Fantasy is parasitic on realism; or, to state this point less pejoratively, one cannot have fantasy without realism. Realism precedes fantasy and provides its point of departure. As William Whewell, the Victorian philosopher, pointed out, "Reality requires things," and to this we may add that realism requires the description of things. Realism depends upon a peculiar view of the world that implies only things exist. Realism, in other words, is a style that embodies philosophic materialism, the belief that only physical materiality exists and that spiritual or philosophical ideas, such as soul, self, and life, all reduce, inevitably, to matter.

Of course, no style has ever been completely realist, in large part because all artistic and literary works function by means of languages or forms —sets or schemata of symbolic forms that in turn convey certain statements about physical reality. Furthermore, since all representational art is not the thing itself but some statement about the thing, it inevitably exists at a remove, for it exists in the condition of language.
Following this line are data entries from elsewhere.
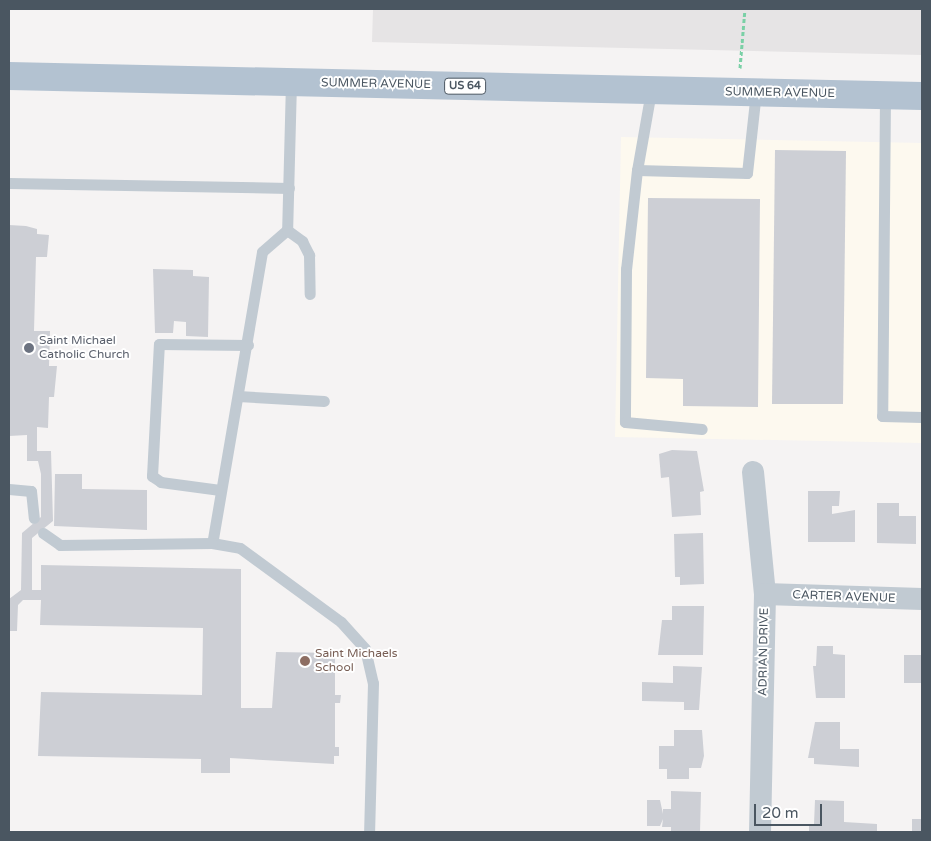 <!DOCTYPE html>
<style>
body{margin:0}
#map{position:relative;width:931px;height:841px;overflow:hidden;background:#f5f3f3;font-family:"Varela Round",sans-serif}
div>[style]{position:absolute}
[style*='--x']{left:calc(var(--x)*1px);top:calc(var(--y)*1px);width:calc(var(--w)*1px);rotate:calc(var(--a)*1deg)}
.commercial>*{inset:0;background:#fdf9ef}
.education>*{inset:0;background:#e6e4e5}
.building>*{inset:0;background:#cdcfd5}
.path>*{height:3px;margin-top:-1.5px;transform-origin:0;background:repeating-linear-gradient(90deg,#7ad0a6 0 4px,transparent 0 6.5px)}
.service>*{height:11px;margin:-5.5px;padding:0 5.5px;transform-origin:5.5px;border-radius:5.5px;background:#c1cad2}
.minor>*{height:22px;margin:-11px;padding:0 11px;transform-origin:11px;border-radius:11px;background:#c1cad2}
.primary>*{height:28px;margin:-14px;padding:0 14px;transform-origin:14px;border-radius:14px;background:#b3c2d1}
.dots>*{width:14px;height:14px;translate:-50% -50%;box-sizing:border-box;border:2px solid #fff;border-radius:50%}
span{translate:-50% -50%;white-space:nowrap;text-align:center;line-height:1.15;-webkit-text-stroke:4px #fff;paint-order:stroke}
.shield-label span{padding:1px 4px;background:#fff;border:1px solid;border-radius:4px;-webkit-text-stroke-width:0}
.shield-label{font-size:11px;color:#4a5661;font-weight:700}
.street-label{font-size:12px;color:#4a5661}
.worship-label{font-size:12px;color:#5b616d}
.left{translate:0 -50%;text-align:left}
.education-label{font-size:12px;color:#785e54}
.frame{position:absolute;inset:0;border:10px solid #4a5661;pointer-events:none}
.scale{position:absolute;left:754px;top:804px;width:68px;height:22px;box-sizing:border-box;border:2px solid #4a5661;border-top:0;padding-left:6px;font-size:15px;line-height:18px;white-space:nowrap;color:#4a5661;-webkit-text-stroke:4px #fff;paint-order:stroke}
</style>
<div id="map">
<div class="commercial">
<div style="clip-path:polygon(621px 137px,922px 143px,922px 443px,615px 437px)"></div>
</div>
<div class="education">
<div style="clip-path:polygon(373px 9px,922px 9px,922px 55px,372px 42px)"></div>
</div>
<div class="building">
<div style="clip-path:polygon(775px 150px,846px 151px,843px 404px,772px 404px)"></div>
<div style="clip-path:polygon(648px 198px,760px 199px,758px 407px,683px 406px,683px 379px,646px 378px)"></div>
<div style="clip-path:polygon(9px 225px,26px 226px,37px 229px,37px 234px,49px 235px,47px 257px,36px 257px,34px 331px,50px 331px,49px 366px,57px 366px,54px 397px,49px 397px,48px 428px,37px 427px,37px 451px,51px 451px,53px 521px,32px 538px,32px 590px,41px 590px,41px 565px,241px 569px,241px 708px,272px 708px,276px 652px,335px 653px,335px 695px,341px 695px,340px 703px,335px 703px,335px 747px,339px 747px,339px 756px,334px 756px,334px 764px,230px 758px,230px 773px,201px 773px,201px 759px,38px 756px,41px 692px,202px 695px,203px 628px,40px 625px,41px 600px,23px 600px,18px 605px,17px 631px,9px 631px,9px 599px,21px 590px,22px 533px,41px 517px,41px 474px,38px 461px,27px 461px,27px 435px,9px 436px)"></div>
<div style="clip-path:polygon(153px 269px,193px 270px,193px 276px,209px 277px,208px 337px,186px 336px,186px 322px,174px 321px,173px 333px,155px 333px)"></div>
<div style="clip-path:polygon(672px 450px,697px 451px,704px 491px,700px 492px,701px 515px,672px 517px,669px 477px,661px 478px,659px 454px)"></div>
<div style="clip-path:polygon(55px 474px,82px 474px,82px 489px,147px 490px,147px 530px,54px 526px)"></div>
<div style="clip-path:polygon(808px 491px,840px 491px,839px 506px,832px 506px,832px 514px,855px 510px,855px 542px,808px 542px)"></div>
<div style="clip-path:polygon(877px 503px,899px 503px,899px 516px,916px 516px,916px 544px,877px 543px)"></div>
<div style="clip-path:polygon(703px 533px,704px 584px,680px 585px,680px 577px,675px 577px,674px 534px)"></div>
<div style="clip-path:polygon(672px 606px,704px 606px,703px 655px,658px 655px,662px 620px,672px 620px)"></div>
<div style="clip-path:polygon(817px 646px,833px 646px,833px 654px,845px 655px,845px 698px,816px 698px,813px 666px,816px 666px)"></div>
<div style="clip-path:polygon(904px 655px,922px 655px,922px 683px,904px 683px)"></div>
<div style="clip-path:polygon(673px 666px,702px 667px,699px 710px,684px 710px,684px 702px,642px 701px,642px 682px,673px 683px)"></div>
<div style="clip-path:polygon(815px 722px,840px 722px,840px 749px,859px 749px,859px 767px,814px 764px,814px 758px,808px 758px)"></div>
<div style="clip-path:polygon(674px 730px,702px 730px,704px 756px,701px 768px,689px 768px,689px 779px,667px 779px,667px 769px,659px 769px,659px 746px,674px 746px)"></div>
<div style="clip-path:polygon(671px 791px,701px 792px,700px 832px,671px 832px,671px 827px,662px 827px,663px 819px,660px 826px,647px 826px,647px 800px,660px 800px,663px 814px,663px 809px,671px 809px)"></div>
<div style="clip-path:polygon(815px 800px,844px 801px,844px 822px,877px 824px,877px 832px,809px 832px,809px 824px,814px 824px)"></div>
<div style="clip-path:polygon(912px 819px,922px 819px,922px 832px,912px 832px)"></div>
</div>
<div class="path">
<div style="--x:740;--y:68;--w:59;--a:-85.2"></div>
</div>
<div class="service">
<div style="--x:291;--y:82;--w:148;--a:91.5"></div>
<div style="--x:287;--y:230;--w:33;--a:139"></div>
<div style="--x:262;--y:252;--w:295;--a:99.7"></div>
<div style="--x:212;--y:543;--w:28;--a:10"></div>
<div style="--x:240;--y:548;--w:125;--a:36.2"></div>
<div style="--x:341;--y:622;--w:36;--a:48"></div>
<div style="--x:365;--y:649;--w:35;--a:77"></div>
<div style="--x:373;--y:683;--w:149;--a:91.5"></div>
<div style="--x:651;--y:91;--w:80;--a:100"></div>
<div style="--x:637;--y:170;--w:110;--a:1.6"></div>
<div style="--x:747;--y:173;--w:81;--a:-83.7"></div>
<div style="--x:885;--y:96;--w:320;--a:90.5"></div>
<div style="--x:882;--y:416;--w:40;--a:1.4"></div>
<div style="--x:637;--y:170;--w:100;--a:96.3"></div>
<div style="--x:626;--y:269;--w:153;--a:90.4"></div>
<div style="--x:625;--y:422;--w:77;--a:5.2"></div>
<div style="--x:9;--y:183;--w:280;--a:1"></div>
<div style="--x:287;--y:230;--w:19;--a:36"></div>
<div style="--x:302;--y:241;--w:16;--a:63"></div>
<div style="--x:309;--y:255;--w:39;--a:89"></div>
<div style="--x:238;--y:396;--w:86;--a:3.3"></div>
<div style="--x:9;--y:489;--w:22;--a:5"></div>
<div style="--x:31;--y:491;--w:27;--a:84"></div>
<div style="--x:220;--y:490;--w:60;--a:-172.3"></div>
<div style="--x:161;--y:482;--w:11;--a:-146"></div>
<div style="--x:152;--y:476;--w:132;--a:-87"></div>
<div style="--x:159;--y:344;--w:89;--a:0.6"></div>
<div style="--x:43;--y:533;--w:21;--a:35"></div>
<div style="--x:60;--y:545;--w:152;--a:-0.8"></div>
</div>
<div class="minor">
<div style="--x:753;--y:472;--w:123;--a:84.4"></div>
<div style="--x:765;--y:594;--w:238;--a:91.2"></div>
<div style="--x:765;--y:594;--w:157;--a:1.8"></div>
</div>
<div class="primary">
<div style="--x:9;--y:76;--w:913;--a:1.25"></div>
</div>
<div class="dots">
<div style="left:29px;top:348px;background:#6b7280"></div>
<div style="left:305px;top:661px;background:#8d6e63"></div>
</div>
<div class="shield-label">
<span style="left:465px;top:86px">US 64</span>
</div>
<div class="street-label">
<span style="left:376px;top:84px;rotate:1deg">SUMMER AVENUE</span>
<span style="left:780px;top:93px;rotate:1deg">SUMMER AVENUE</span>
<span style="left:844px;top:597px;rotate:2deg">CARTER AVENUE</span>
<span style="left:764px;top:652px;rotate:-89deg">ADRIAN DRIVE</span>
</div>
<div class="worship-label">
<span class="left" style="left:39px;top:348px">Saint Michael<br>Catholic Church</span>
</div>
<div class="education-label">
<span class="left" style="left:315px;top:661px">Saint Michaels<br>School</span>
</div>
<div class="frame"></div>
<div class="scale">20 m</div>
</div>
Since languages that make statements about something must inevitably choose which aspects of the thing to discuss, describe, or re-present, they are always abstract, for something must be left out. One way of stating this inevitable abstraction is that all works in realistic styles —there are, by definition, no realistic works —partake of fantasy. All works in (supposedly) realistic styles are pervaded by the ideology or ideologies that control what is chosen as representative of the real.

Realistic art, therefore, does not present what is there any more than does fantastic art. Nonetheless, we all have to work to perceive the ideologically determined aspects of work in a realistic style, but those in a fantastic one stick out. Why do they thrust themselves upon us? First of all, because, as numerous students of fantasy have pointed out, works in that style directly confront our expectations about reality —one expects, for example, that one cannot fly, that trees do not have faces, and that magic does not exist.

If artists from the Renaissance to the late nineteenth century worked so long to create convincing portrayals of a real world, why would fantasy artists be so perverse as to go out of their ways to create a nonreal one? What would they get out of it? Well, one answers, several things, the most obvious of which is that they gain the ability to confront the positivistic conception of physical materiality that characterizes nineteenth-century and later thought. In fact, an important part of the urge for fantasy derives from this feeling that fact isn't all there is and certainly isn't all there should be in art. Fantasy thus uses certain facts to show that fact isn't all there is.